• Supplied material:
┄┄┄┄┄┄┄┄┄┄

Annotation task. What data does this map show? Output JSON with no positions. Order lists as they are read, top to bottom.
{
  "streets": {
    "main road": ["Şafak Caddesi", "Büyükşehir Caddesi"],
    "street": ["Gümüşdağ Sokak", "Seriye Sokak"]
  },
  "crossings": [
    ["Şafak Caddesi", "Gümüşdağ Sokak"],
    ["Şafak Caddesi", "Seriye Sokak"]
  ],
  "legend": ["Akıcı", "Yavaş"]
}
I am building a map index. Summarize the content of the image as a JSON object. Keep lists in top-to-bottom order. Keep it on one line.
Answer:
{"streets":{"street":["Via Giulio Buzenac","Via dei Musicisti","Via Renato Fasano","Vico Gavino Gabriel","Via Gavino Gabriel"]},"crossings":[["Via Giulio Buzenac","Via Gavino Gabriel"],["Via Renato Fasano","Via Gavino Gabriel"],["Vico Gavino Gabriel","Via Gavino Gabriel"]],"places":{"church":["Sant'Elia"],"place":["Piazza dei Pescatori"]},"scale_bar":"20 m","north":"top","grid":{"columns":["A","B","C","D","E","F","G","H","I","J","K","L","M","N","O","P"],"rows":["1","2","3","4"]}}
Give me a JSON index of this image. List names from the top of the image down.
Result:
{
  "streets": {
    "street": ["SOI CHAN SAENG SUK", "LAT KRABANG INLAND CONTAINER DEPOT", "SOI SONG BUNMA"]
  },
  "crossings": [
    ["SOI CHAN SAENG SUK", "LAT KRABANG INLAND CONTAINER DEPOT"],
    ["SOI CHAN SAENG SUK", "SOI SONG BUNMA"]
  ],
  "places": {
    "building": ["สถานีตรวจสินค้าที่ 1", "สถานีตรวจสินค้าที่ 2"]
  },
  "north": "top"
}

┄┄┄┄┄┄┄┄┄┄

I would like the number of lines in the material above that contain the string "index", with no other words in the reply.

2